Are we really the land of opportunity? And if so, why are we the mecca? At work, I am faced weekly with newly arrived immigrants from all over the world. Immigrants who bring their deaf and hearing-impaired children to the U.S. with the hope of obtaining better medical treatment, better medical technology. Immigrants who bring their blind and multiply handicapped children to our country so that they won’t be stigmatized and left to grow up uneducated and isolated. How do we turn them away? How do we turn away families wanting a better life for their hearing-impaired children or deaf child? Knowing they may never have that opportunity in their own country.
The tougher question is how do we differentiate between those who are here to help their children from those who want to eventually see our downfall? The 21st Century is a very different place than the previous century.
Tough questions need answers. After surfing the web to learn about hearing technology around the world and the problems faced, I find myself, very concerned. Some countries offer socialized medicine to their citizens which will allow a hearing impaired person to have access to hearing aids. Other countries claim to have the most modern technology but only the wealthy will see the likes of a hearing aid or an implant.
I realize there are those in the U.S. who cannot afford hearing aids.
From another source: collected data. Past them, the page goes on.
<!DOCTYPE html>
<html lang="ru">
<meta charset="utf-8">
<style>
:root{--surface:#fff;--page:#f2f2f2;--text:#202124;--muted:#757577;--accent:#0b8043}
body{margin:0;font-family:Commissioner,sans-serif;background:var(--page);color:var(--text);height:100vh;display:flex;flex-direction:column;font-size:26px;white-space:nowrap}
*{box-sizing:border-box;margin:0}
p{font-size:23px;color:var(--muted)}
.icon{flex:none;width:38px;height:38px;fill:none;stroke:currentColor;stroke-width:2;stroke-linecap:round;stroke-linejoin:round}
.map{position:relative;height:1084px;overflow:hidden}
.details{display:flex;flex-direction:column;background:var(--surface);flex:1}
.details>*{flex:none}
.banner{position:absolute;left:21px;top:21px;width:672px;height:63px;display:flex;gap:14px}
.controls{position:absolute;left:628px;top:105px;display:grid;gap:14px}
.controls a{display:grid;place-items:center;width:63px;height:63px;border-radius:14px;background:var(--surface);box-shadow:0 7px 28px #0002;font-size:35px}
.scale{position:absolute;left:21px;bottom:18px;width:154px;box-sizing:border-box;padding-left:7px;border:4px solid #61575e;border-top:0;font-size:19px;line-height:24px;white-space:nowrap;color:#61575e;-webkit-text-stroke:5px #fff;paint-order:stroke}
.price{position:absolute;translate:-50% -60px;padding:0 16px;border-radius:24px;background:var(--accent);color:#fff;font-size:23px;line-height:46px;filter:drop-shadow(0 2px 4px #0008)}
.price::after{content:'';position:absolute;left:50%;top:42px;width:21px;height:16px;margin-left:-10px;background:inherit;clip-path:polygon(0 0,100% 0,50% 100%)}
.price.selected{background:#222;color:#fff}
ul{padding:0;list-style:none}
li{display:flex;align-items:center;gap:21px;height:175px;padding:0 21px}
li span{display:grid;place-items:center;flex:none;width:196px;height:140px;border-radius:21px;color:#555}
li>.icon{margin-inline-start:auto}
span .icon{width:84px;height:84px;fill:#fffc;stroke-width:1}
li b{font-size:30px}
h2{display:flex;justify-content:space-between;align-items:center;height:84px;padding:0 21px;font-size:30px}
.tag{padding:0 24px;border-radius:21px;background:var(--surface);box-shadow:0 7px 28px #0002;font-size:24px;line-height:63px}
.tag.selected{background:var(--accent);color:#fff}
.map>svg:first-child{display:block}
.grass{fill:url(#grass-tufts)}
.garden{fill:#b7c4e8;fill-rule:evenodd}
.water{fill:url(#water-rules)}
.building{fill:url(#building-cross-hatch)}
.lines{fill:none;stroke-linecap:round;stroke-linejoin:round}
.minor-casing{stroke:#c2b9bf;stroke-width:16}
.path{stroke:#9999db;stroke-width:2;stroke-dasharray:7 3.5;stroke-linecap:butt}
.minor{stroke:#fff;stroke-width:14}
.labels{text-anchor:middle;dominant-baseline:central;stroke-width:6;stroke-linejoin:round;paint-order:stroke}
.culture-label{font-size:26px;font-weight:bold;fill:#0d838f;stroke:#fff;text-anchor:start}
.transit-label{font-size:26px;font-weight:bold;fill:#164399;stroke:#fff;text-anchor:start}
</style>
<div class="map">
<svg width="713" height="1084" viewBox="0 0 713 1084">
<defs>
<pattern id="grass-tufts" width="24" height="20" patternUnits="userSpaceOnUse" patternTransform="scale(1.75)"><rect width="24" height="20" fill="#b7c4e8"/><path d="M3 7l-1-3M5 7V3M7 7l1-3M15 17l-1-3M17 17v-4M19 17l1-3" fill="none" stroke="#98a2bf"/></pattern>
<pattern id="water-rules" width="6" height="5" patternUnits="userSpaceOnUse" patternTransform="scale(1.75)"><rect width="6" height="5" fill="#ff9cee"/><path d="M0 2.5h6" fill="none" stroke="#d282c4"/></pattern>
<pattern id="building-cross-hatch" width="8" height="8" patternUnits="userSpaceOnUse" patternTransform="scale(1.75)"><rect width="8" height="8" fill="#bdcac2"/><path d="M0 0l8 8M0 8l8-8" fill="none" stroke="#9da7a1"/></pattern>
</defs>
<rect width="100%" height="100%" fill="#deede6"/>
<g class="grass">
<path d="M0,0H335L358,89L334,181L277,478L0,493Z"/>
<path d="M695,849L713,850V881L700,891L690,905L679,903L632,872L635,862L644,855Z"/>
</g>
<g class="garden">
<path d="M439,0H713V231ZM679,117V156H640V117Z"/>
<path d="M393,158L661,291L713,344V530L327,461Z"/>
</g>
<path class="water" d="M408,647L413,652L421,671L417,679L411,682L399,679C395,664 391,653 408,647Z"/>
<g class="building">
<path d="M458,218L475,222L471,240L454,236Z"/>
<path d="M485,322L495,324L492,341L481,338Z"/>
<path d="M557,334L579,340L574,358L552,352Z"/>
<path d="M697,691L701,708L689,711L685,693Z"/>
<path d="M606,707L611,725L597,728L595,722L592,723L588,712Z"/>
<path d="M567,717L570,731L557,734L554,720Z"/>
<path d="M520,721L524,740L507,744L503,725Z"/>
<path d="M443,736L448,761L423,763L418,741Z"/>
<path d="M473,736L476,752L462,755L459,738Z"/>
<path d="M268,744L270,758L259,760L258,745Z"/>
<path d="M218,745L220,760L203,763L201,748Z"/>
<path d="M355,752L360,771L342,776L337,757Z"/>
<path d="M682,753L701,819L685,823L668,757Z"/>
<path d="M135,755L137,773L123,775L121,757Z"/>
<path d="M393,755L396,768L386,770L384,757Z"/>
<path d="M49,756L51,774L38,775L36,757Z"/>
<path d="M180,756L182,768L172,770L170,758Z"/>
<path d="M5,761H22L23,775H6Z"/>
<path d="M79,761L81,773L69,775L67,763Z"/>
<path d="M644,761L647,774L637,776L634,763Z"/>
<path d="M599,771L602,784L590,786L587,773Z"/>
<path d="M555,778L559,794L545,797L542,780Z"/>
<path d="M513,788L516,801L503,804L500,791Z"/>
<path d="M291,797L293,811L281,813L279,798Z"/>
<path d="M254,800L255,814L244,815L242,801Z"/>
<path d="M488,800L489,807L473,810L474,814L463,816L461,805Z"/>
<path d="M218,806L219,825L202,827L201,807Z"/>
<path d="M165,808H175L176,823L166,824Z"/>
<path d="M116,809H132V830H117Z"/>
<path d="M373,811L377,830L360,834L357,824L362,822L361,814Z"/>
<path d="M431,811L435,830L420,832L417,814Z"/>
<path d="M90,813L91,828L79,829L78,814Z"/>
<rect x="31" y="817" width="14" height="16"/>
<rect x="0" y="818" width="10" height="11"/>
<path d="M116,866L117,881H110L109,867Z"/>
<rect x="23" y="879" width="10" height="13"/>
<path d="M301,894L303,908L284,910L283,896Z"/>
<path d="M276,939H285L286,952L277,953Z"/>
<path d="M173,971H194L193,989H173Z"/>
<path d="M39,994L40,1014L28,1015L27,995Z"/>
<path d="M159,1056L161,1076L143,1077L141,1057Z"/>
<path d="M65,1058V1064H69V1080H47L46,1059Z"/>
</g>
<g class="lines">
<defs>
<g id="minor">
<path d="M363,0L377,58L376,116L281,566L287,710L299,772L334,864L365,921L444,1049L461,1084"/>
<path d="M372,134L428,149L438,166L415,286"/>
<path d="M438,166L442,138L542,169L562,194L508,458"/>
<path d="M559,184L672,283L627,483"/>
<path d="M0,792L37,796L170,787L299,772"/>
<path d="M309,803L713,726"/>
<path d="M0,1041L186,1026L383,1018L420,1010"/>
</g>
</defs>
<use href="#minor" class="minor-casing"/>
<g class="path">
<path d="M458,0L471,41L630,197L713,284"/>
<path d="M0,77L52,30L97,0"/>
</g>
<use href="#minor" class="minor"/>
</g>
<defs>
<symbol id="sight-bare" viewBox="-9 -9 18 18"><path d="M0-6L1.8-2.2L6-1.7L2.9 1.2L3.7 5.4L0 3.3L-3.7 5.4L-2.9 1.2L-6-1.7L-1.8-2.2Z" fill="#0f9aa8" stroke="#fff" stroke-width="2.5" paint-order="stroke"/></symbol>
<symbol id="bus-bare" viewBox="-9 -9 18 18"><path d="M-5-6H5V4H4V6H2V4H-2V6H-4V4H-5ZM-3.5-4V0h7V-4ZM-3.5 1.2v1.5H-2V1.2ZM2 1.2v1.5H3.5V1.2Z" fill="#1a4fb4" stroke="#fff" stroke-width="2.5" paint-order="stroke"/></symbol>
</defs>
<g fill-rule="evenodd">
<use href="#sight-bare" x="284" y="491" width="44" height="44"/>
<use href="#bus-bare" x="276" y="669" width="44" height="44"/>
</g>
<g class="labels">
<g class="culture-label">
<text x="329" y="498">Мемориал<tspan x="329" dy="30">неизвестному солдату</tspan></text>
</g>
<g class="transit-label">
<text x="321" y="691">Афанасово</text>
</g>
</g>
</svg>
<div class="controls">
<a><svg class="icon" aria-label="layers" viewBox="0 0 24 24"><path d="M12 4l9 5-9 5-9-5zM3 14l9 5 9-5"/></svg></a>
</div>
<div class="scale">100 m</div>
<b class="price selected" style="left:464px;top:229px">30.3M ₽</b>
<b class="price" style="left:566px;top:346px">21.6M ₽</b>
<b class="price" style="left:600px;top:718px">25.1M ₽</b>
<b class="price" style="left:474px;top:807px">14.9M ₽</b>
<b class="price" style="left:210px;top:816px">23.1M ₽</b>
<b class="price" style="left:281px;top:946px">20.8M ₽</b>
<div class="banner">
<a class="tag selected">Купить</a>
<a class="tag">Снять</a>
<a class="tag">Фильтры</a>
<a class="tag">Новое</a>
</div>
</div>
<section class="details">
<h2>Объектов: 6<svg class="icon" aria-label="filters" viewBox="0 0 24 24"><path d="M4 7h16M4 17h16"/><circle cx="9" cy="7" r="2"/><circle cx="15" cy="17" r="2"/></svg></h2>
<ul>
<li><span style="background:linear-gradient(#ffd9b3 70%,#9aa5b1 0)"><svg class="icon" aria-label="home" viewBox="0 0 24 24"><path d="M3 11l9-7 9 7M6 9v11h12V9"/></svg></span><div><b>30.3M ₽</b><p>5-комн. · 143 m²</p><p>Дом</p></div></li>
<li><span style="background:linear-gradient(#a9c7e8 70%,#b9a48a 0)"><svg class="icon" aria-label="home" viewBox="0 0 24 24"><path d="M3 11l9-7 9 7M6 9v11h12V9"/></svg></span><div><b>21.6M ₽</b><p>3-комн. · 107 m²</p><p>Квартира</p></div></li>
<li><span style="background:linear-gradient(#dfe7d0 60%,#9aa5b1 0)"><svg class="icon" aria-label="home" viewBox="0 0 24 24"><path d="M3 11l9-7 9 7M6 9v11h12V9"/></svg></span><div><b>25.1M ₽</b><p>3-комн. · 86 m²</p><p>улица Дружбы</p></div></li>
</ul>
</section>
However, we do have the resources to help those who can't afford it. The problem is, and this is a discussion for another day, the middle-class individual gets flipped off.
Another area of concern is, several U.S. companies do provide aids and technology to Third World countries, but not the education needed to assist the families and culture in deciphering what it all means. Just as the hearing impaired in the U.S. suffer situations where we feel alienated and isolated, so we share this common ground with all our hearing impaired friends around the world.
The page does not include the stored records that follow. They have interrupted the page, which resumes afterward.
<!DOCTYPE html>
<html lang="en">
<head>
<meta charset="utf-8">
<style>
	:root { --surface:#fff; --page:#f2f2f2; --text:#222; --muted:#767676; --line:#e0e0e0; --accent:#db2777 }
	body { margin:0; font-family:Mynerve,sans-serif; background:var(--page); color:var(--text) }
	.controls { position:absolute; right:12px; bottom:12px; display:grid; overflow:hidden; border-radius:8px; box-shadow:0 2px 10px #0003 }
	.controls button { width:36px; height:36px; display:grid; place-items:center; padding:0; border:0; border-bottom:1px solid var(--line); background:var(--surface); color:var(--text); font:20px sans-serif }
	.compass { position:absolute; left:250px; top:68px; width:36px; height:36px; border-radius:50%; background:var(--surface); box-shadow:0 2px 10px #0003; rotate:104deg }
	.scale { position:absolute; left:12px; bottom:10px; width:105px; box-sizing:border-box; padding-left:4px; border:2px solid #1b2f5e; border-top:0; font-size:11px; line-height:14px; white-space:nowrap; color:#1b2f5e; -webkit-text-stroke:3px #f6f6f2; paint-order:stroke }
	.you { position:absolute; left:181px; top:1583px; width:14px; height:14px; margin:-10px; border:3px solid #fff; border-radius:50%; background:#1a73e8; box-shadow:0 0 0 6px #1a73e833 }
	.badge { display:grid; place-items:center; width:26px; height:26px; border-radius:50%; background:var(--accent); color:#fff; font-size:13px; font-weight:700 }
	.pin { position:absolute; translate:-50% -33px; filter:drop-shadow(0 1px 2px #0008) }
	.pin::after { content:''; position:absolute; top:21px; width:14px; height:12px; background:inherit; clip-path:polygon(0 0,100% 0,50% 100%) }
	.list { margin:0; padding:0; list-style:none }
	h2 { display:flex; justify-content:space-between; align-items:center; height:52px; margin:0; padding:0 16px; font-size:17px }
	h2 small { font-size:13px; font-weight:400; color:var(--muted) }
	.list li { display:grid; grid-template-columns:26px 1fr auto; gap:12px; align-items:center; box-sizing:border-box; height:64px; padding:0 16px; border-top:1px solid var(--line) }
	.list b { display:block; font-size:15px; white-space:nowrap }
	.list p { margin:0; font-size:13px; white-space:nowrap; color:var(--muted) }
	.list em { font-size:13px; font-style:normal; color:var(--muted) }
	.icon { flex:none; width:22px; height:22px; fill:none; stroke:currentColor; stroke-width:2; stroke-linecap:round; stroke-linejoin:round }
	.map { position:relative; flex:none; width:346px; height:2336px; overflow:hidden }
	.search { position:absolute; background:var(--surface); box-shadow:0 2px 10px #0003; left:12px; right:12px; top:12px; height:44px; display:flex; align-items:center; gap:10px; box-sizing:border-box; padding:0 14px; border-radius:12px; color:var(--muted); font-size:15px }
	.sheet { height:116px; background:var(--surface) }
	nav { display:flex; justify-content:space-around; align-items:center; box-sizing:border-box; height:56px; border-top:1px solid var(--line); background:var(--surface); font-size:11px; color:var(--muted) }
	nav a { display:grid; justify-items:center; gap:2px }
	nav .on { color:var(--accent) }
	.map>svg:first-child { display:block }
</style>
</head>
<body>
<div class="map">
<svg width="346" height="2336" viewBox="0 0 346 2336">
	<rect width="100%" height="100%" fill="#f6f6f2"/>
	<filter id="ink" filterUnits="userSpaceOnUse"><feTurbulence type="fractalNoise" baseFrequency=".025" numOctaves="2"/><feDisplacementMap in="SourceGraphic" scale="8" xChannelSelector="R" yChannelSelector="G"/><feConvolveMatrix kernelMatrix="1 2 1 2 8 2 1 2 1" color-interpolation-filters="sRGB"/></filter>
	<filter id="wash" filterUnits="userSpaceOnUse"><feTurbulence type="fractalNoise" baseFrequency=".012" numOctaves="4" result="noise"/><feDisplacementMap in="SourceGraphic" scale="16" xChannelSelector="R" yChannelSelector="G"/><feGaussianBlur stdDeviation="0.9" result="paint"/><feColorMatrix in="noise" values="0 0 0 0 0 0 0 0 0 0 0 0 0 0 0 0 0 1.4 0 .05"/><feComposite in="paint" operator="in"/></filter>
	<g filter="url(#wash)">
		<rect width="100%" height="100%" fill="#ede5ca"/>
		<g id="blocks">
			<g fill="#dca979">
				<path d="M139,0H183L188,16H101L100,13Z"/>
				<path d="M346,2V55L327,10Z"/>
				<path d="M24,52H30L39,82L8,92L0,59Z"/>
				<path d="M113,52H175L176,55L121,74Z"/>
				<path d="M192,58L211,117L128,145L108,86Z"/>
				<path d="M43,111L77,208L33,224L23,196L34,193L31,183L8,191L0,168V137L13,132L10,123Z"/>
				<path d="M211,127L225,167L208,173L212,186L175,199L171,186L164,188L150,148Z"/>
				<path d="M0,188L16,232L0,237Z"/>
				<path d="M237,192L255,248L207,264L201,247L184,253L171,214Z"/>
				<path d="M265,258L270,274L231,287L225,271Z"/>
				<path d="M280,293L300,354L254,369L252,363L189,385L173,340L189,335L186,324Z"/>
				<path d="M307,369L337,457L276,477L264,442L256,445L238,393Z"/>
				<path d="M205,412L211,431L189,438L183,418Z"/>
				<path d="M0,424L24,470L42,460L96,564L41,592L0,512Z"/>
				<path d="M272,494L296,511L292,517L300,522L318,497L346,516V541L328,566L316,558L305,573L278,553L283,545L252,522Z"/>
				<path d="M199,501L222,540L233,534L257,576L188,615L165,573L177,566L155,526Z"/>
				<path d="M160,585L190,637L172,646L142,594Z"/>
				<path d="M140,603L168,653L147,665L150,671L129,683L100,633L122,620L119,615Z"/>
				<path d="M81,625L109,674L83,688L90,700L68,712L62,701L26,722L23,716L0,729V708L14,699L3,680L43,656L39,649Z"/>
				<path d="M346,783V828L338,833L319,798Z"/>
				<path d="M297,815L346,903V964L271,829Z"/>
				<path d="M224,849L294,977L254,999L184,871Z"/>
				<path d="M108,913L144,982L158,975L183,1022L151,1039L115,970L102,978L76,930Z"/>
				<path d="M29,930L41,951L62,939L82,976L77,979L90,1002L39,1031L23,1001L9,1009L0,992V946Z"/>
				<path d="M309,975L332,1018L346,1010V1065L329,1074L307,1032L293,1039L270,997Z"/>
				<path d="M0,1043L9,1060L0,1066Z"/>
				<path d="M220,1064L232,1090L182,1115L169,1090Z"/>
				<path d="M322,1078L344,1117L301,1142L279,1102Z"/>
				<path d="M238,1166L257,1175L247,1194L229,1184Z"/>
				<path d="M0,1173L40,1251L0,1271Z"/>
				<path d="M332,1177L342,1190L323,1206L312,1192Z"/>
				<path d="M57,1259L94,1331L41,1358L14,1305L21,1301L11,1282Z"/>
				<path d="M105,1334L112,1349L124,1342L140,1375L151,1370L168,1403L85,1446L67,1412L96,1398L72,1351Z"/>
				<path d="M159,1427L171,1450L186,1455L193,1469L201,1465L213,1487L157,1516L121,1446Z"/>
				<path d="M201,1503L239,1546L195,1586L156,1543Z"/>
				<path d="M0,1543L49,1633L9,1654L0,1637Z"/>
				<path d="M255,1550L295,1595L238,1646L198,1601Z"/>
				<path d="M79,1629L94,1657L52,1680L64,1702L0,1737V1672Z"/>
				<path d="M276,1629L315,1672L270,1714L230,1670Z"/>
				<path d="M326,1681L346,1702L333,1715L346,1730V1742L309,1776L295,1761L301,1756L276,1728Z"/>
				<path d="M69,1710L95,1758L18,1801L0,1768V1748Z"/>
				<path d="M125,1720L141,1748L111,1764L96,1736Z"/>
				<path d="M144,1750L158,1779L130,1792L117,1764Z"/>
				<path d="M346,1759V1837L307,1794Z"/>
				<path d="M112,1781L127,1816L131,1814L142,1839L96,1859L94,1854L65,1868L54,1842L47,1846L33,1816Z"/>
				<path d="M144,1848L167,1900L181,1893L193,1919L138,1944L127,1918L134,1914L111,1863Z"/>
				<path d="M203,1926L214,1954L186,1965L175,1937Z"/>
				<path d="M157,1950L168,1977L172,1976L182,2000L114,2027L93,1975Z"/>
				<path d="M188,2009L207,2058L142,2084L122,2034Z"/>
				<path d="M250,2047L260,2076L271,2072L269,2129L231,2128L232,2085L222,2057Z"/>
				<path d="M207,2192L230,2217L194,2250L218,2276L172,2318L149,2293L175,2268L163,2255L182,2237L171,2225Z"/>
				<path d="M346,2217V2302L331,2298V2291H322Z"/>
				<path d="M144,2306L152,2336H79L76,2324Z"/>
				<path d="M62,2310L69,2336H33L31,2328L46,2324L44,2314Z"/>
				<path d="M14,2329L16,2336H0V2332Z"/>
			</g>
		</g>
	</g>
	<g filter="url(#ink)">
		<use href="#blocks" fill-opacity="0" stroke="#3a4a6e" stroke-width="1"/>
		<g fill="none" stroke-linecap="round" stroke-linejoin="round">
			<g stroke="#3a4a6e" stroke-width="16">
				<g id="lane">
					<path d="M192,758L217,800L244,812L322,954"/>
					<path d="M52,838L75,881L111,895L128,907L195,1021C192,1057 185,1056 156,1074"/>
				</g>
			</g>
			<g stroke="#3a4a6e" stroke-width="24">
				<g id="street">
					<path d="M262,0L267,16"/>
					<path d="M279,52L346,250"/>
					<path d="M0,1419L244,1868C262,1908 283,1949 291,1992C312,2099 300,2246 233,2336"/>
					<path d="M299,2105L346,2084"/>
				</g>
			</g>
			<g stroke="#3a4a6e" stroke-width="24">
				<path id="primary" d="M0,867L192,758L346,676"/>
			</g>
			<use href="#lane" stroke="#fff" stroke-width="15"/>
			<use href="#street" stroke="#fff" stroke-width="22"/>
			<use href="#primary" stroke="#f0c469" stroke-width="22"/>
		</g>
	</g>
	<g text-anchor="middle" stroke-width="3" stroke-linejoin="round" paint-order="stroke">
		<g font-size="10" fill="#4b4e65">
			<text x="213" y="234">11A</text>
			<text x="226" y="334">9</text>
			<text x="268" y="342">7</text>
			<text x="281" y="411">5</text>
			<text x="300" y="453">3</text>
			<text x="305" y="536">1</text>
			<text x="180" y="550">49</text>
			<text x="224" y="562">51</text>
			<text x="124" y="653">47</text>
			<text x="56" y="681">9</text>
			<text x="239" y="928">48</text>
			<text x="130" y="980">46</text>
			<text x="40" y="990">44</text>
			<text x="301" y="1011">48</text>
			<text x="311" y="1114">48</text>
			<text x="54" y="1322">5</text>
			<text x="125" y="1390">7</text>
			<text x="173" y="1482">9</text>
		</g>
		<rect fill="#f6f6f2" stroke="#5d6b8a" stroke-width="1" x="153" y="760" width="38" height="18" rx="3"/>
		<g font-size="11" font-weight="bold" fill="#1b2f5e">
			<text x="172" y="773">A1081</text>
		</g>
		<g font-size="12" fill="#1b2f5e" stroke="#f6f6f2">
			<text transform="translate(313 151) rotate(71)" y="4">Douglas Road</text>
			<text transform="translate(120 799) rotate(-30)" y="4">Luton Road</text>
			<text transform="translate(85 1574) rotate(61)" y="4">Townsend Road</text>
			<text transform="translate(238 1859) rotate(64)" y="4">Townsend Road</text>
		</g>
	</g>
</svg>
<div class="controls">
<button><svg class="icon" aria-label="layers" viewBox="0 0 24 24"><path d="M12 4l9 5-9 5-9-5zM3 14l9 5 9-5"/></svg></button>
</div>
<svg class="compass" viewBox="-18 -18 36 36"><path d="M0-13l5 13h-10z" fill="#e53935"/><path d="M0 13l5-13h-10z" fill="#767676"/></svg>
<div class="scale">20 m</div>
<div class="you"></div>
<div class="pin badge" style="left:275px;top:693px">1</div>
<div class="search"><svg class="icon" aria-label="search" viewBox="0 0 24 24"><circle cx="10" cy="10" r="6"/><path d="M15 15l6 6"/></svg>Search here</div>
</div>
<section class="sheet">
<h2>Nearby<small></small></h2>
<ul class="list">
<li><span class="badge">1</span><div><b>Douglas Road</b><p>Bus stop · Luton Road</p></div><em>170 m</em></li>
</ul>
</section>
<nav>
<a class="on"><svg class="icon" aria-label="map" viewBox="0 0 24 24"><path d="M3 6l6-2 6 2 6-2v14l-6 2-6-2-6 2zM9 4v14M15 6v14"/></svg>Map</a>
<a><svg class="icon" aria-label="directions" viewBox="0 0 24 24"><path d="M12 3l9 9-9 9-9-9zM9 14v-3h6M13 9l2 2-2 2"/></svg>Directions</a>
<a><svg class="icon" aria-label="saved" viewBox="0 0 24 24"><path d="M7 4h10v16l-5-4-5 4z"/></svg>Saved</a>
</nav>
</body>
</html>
So, after surfing the web and reading the articles our members have submitted, we can conclude that we need to focus on Education. Not Educating the deaf or Educating the hard of hearing individual, but Educating the hearing population. Educating them to be patient, tolerant and accepting when confronted with a person who wears a hearing aid. Understanding that wearing hearing aids or being implanted does not mean we now have 20/20 hearing. And lastly, we need to Educate hearing people on the importance of not alienating us as well as not being afraid to communicate with us.
This edition of SWC Online Voices is dedicated to our international members around the globe. We are privileged to have several individuals share their personal life experiences while others shared their countries accessibility to technology.
After you read the articles presented in this issue, I believe you will find as I did, that whatever accessibility there is or is not; whatever personal trauma we experience because of our loss of hearing, we stand on common ground. Whether you live in KwaZulu Natal, South Africa, Rajasthan State of India or in Monticello, New York, the same issues arise worldwide.